Deux partis, deux pôles, deux choix de société

En 2011, les manifestations conduites par le Mouvement du 20 février, mené par un aréopage d’islamistes et de gauchistes, étaient inscrites dans un contexte général de ce qui était considéré comme «Printemps démocratique» ou «arabe» devenu, depuis, «automne islamiste». Ces mouvements qui ont ébranlé les régimes politiques dans beaucoup de pays de la région ont porté l’islam politique au pouvoir dans certains pays et apporté destruction, instabilité et guerre civile dans d’autres. Le Maroc a été l’un des rares pays, sinon le seul, à avoir pu gérer la situation en répondant intelligemment aux demandes de réformes de la rue. Résultat, après l’adoption d’une nouvelle Constitution, des élections anticipées, les plus régulières de l’histoire du Royaume, qui ont porté les islamistes du PJD aux commandes, le Maroc jouit aujourd’hui de la stabilité politique et de la sécurité qui en ont fait une exception dans toute la région, voire au-delà. 
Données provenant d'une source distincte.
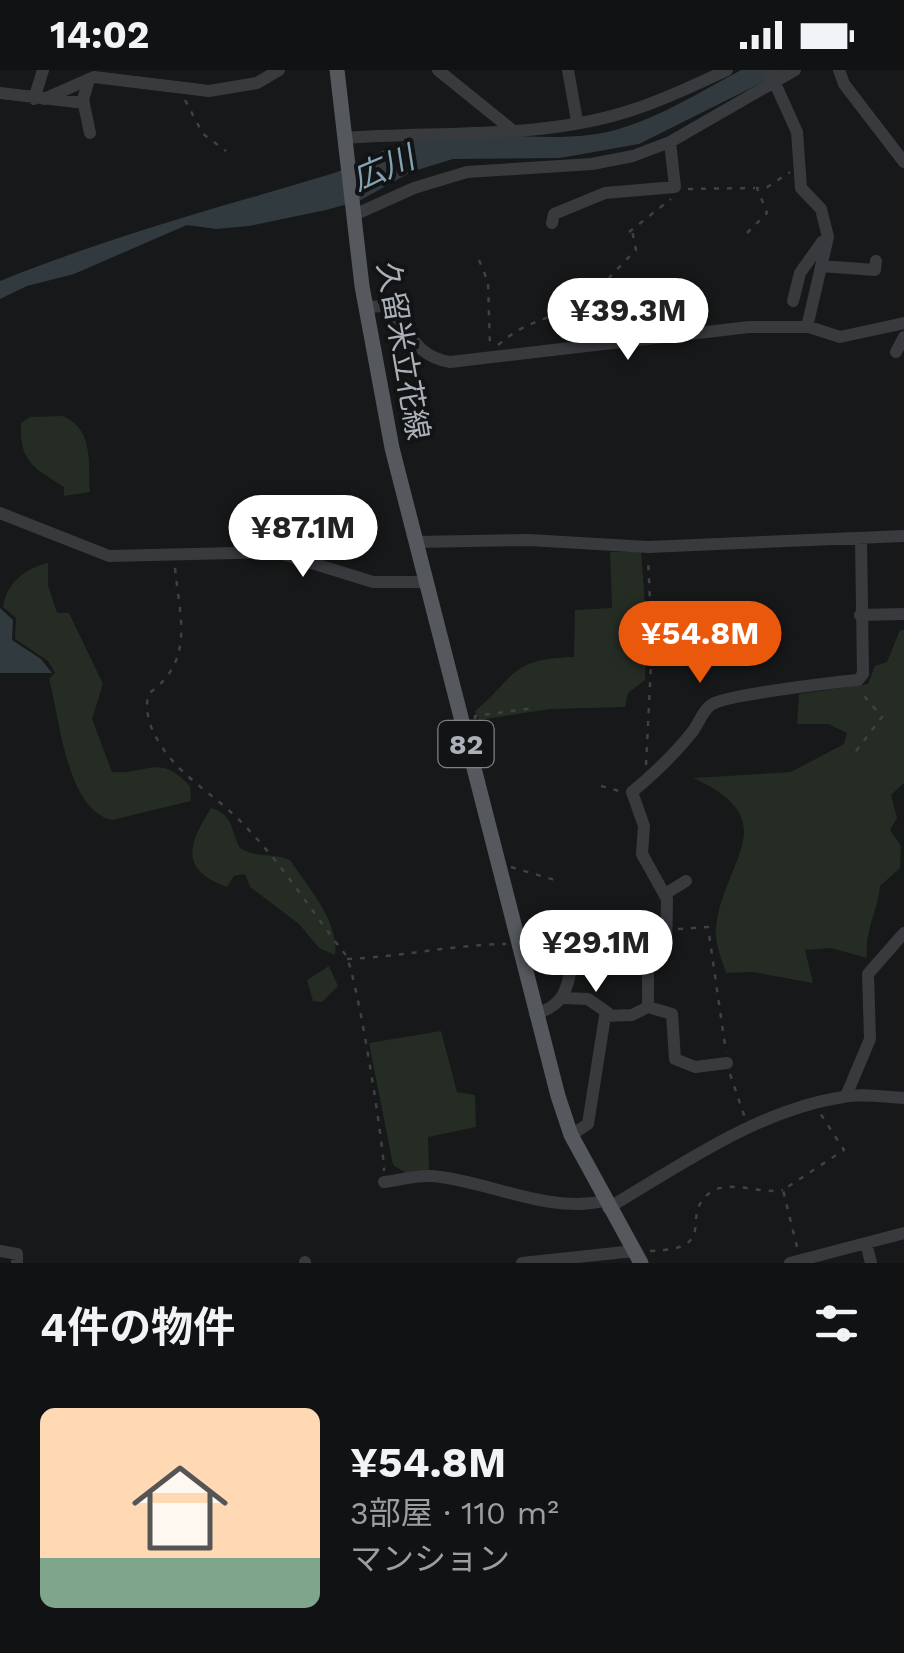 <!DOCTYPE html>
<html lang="ja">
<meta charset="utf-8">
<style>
body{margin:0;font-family:"Work Sans","Noto Sans JP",sans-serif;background:#1a1b1c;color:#f1f3f6;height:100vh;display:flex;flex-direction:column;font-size:38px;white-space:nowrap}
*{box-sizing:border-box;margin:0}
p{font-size:32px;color:#9c9ea0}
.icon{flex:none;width:55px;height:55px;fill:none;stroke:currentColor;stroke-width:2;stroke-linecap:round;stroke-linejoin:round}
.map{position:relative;height:1193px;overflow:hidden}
.panel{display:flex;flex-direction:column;background:#111213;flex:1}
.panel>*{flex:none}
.price{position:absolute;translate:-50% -85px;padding:0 22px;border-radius:35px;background:#fff;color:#222;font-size:32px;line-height:65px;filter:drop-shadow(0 2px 5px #0008)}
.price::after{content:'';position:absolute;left:50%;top:60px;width:30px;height:22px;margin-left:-15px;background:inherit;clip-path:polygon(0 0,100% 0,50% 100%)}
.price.current{background:#ea580c;color:#fff}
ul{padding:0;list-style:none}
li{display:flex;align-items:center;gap:30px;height:250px;padding:0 40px}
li+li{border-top:2px solid #303233}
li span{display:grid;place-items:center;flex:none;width:280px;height:200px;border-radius:15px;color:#555}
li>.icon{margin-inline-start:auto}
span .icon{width:120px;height:120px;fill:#fffc;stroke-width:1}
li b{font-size:42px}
h2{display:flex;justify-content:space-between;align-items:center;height:120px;padding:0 40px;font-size:42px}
.status{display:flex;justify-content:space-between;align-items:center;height:70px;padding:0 50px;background:#111213;direction:ltr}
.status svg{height:28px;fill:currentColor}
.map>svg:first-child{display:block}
.green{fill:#242c24}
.water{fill:#303a3f}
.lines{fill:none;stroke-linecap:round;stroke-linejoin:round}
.path{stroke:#3f4145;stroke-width:2.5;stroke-dasharray:5 8;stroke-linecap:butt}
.minor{stroke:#393a3e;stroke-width:12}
.major{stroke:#55585d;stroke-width:15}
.labels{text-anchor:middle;stroke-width:8;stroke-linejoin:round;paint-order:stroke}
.shield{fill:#121314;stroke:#7c8287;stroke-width:2.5}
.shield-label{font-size:28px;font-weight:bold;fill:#aab1b8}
.street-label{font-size:30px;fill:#aab1b8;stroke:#121314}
.water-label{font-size:32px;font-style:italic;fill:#83a3b1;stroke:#121314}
</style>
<div class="status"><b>14:02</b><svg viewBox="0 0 49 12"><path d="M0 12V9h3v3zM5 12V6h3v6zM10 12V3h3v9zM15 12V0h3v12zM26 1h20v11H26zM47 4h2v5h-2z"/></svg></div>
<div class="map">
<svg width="904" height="1193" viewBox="0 0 904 1193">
<rect width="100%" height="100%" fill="#171819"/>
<!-- green -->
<path class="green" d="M 63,346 C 94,360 88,391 90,422 L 64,426 L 64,417 C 34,398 19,392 21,353 L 30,347 Z
M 610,482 L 641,482 L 647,559 L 645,610 L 628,623 L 625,637 L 550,639 L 479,650 L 475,641 C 518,605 509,589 574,587 L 575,540 L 612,538 Z
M 48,493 L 48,515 L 57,543 L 69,543 L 103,614 L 92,649 L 112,702 C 148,705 158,682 190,716 L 191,731 L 112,750 C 66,740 60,648 49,609 L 55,603 L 48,591 L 15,569 L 16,548 L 3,537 C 6,514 25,498 48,493 Z
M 900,560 L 904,560 L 904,713 L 891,725 L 897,748 L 890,760 L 901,776 L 900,798 L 880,816 C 878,841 864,861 867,888 L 831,878 L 805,880 L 813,913 L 753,902 L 726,903 C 722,889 714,872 716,858 C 722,791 788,751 693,708 L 791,702 L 844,674 L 847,663 L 828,654 L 797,654 L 799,624 L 868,614 L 875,596 L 887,592 Z
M 211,738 C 234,745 230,759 240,778 C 257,789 272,782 290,790 C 307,816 340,852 335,885 L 319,878 L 299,854 L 250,817 L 245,804 L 234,806 L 227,817 C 177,799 190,772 211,738 Z
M 329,896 L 338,916 L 322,932 L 313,931 L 307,910 Z
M 441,961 L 457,1022 L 475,1025 L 476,1057 L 428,1067 L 429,1101 L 406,1103 L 393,1095 L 369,973 Z"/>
<!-- water -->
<path class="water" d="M 741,0 L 787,0 L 639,74 L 560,88 L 453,89 L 411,102 L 359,131 L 326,140 L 249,156 L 216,159 L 187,155 L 74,204 L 27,216 L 0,229 L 0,211 C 111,166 217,138 331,104 C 358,96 380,79 407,72 C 467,57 529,72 589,65 C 640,60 696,24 741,0 Z
M 0,538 L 13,550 L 12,570 L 41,589 L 52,603 L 0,603 Z"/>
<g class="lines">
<!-- path -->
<path class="path" d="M 185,30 L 203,64 L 226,81
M 688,119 L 755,118
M 629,162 L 671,129
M 747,163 L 767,143 L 757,118 L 766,118 L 790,102
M 479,190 L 488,212 L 490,277
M 498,275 C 528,249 545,252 576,235 C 599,222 617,198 636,180 L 632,160
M 175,498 C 180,549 195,591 148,624 C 145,644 150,658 160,674 C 181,708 216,725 242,753 C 282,793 311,841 345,884 C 356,898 384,1075 384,1101
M 475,649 L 475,646 L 534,638
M 856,681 L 882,647 L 860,621
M 646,695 L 652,574 L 648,488
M 601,716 L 619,721
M 511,797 L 558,811
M 678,859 L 708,857 L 726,982
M 347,889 C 401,887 449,875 506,874
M 730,1004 L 745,1048
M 797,1177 L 783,1120 L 844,1080 L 820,1043
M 650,1181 C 723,1179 677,1145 711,1122 C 730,1109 761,1125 783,1120"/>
<!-- minor -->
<path class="minor" d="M 438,0 L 511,59
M 568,0 L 577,51
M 769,0 L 797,62 L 801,118 L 821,139 L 828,167 L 807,257
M 839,0 L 844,14 L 904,92
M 89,9 L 83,30 L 90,63
M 0,23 L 84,33
M 34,29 L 43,0
M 44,29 L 94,7 L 209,21 L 257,13 L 279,0
M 344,68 C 439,61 545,70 635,39 C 666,29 697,14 727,0
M 354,145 L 414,118 L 467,102 L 592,94 L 633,86 L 670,72 L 795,0
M 552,153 L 554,144 L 605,123 L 675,117 L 670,72
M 821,196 L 875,200 L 876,191
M 793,231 L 800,203 L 822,172
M 366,237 L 385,236 C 410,255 411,286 450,292 L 749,257 L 809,257 L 840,267 L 904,253
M 896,282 L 904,267
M 0,443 L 109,486 L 276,482 L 373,512 L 424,512
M 415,472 L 529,470 L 648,477 L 904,466
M 860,545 L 904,544
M 665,824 L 686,811
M 564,928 L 588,929 L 608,943
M 648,937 L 672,944 L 675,989 L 695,997 L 727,993
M 535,944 C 567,935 568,915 573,885
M 846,1026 L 870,969 L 868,904 L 904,863
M 571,1065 L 588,1054 L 605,946 L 632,945 L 648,937 L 648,895 L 666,881 L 667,829 L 642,784 L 644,756 L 632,722 C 655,703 675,684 693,661 C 699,653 703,640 711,635 C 723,625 837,612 858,610 L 863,604 L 861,468
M 384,1112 C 400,1110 416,1105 432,1106 C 490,1111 546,1144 605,1131
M 608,1138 C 681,1095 758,1040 843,1027 C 862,1023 884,1027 904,1028
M 866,1173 L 871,1193
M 0,1181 L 17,1184 L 17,1193
M 305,1193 L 305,1192
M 522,1193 L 634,1181
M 790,1193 L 904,1163"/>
<!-- major -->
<path class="major" d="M 337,0 L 362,216 L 392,378 L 558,1026 L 571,1065 L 641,1193"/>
</g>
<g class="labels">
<!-- shield labels -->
<rect class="shield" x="438.5" y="651" width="55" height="46" rx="8"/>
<g class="shield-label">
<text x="466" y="684">82</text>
</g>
<!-- street labels -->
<g class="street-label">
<text transform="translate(403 281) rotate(80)" y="10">久留米立花線</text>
</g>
<!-- water labels -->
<g class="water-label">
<text transform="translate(383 98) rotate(-23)" y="11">広川</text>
</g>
</g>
</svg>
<b class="price" style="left:628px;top:293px">¥39.3M</b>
<b class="price" style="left:303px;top:510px">¥87.1M</b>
<b class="price current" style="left:700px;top:616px">¥54.8M</b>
<b class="price" style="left:596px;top:925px">¥29.1M</b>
</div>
<section class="panel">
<h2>4件の物件<svg class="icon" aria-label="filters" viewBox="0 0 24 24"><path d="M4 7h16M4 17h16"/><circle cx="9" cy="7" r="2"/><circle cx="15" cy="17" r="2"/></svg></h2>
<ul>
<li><span style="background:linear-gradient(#ffd9b3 75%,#7fa58c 0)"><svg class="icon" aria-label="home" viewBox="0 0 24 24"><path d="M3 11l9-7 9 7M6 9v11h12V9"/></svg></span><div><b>¥54.8M</b><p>3部屋 · 110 m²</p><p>マンション</p></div></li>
</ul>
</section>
Les élections législatives du 7 octobre, contrairement à celles de novembre 2011, se tiennent un peu plus d’une année après des élections locales et régionales qui ont vu l’émergence de deux pôles politiques et deux projets sociaux opposés. Deux pôles à la tête desquels se trouvent deux partis de création relativement récente et de processus de création presque semblables. Le PJD qui est une émanation du mouvement islamiste, le Mouvement unicité et réforme (MUR), a été créé en 1997 après une fusion du mouvement avec le MPDC, un parti politique qui date de la fin des années 1950 mais sans présence effective sur le terrain. Le PAM a vu le jour en 2008, sur une initiative du Mouvement de tous les démocrates  (MTD) et suite à une fusion entre cinq petits partis politiques représentés au Parlement. Statistiquement, le PAM a été premier en termes de sièges, le PJD a remporté la première place en termes de voix. Le PAM a percé dans la campagne, où le taux de participation a été important, et le PJD a cartonné dans les villes, principalement les grandes villes, où le taux de participation a été le plus faible. Le PJD contrôle les grandes villes alors que le PAM dirige le plus grand nombre de Régions. Les autres partis se contentent de se positionner par rapport à l’un ou l’autre. C’est ainsi que l’Istiqlal, tout en ambitionnant de se constituer en une troisième alternative, affiche publiquement son positionnement du côté du PJD après avoir côtoyé le PAM pendant plus de trois années (entre mai 2012 et octobre 2015) dans l’opposition. L’USFP, elle, forme un front moderniste avec le PAM. Le RNI, tout en étant dans le gouvernement, est considéré par les partisans du PJD comme allié du PAM. Le PPS maintient son alliance avec le PJD alors que le MP reste dans l’expectative tout en veillant à honorer ses engagements envers l’actuelle alliance gouvernementale, du moins jusqu’à la fin du mandat du gouvernement.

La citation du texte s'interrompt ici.